The first Flexo type printing presses were patented in the late 19th century. Originally, flexographic printing was rudimentary in quality with its limitations in ink control and rubber printing plates. Commercial print applications were open to all but the most basic of print & packaging products. As the consumer industry grew, packaging & labels requiring high-quality print were generally being produced using the offset & letterpress processes until more recently. Since 1990, great advances have been made to the quality of flexographic printing presses, printing plates, printing units, drying systems & inks. These advances have combined to rival offset quality with improved practicality, higher production speeds, and lower capital investment.
The greatest advances in flexographic printing have been in the area of photopolymer printing plates, the plate material and the method of plate creation. Companies like Asahi Photoproducts, AV Flexologic, Dupont, MacDermid, BASF & TOK have pioneered the latest technologies, with advances in faster processing, washout and the latest reprographic screening techniques to reproduce high tonal values . This has allowed Flexo to grow & dominate production in the many print sectors such as labels & packaging and even move into new applications such as cartons.
Recently, digital direct to plate systems support greater improvements in image reproduction, reducing the turnaround time from a computer to proofing, to press.
Laser-etched ceramic anilox rolls also play a part in the improvement of print quality through the ability to control Ink volume transfer. Full-color picture printing is now possible, and some of the finer presses available today, in combination with a skilled operator, allow quality that rivals the lithographic process. One ongoing improvement has been the increasing ability to reproduce highlight tonal values, thereby providing a workaround for the very high dot gain associated with flexographic printing.
Printing Presses have evolved alongside those advances already discussed in other areas of the process. A modern press today should offer a stable platform with servo or precision gearbox mechanical drives and digital control systems. Automated functions & closed loop digital controls mean that print quality provided is less dependent on a highly skilled machine operator. Press manufacturers are ensuring their machines are easier to set up & run, reducing waste and improving production capacity. Even a combination of print processes such as flexo,offset, foiling & digital is allowing the print packaging designer a wealth of new opportunities to stand out from the crowd.
The power of computers & graphics programs has transformed printing in general. Reprographics is a blanket term encompassing multiple methods of reproducing content, such as scanning , photography, photocopying and analogue printing & digital printing. The term applies to both physical and digital reproductions of documents and images. Supplied with artwork, a number of stages have to be processed in order to get the image to a print ready format. What was a very skilled and time-consuming stage has now been automated across all print disciplines. Some regularly used terms are discussed here.
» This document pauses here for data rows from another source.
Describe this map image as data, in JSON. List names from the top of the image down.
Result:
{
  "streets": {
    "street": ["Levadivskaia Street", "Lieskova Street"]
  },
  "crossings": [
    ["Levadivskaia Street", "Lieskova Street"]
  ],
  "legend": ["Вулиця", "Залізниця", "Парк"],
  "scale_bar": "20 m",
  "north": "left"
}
Is defined as the compensation of the size of adjacent images to allow for registration errors. Trapping allows a certain overlapping tolerance when two colours meet and helps to eliminate these problems. It usually involves expanding the lighter of the two colours to overlap into the darker colour, which should hold the overall shape of the image or text. Sometimes, gaps are left to prevent two colours mixing.
2) Step & Repeat:
Is the action of reproducing a number of label design images onto film and subsequently plate, so that it can be printed as more than one label at a time. This can considerably reduce press running time and the amount of material used. This process is now done through industry specific software but was traditionally a very skilled and complicated process.
3) Dot Gain Compensation:
Dot gain is a normal printing characteristic or defect in which the size of a half-tone dot changes as a result of platemaking and printing. For example, letterpress and flexo dots print larger on a softer material than they do on a harder film surface. This, in turn, has the effect of darkening the colour or tone of the printed image as the ink is now spread over a greater area than originally intended. Compensation for dot gain can be accommodated at the reprographic stage and is based upon plate material and substrate together with specific press information. Typically, a press fingerprinting analysis is undertaken on all new presses to determine the registration, dot gain, distortion and other characteristics of the press. This press information is vital and is used to minimize dot gain and make it predictable thus ensuring consistent, high-quality print.
4) Colour Separation:
For plate production, separation is the term used to describe the process of converting an image, such as a photograph, into a set of colours that can be printed. Full-colour printing uses the four ink colours, cyan, magenta, yellow, and black (CMYK). These colours are printed separately but on top of one another to reproduce literally millions of different colours and shades.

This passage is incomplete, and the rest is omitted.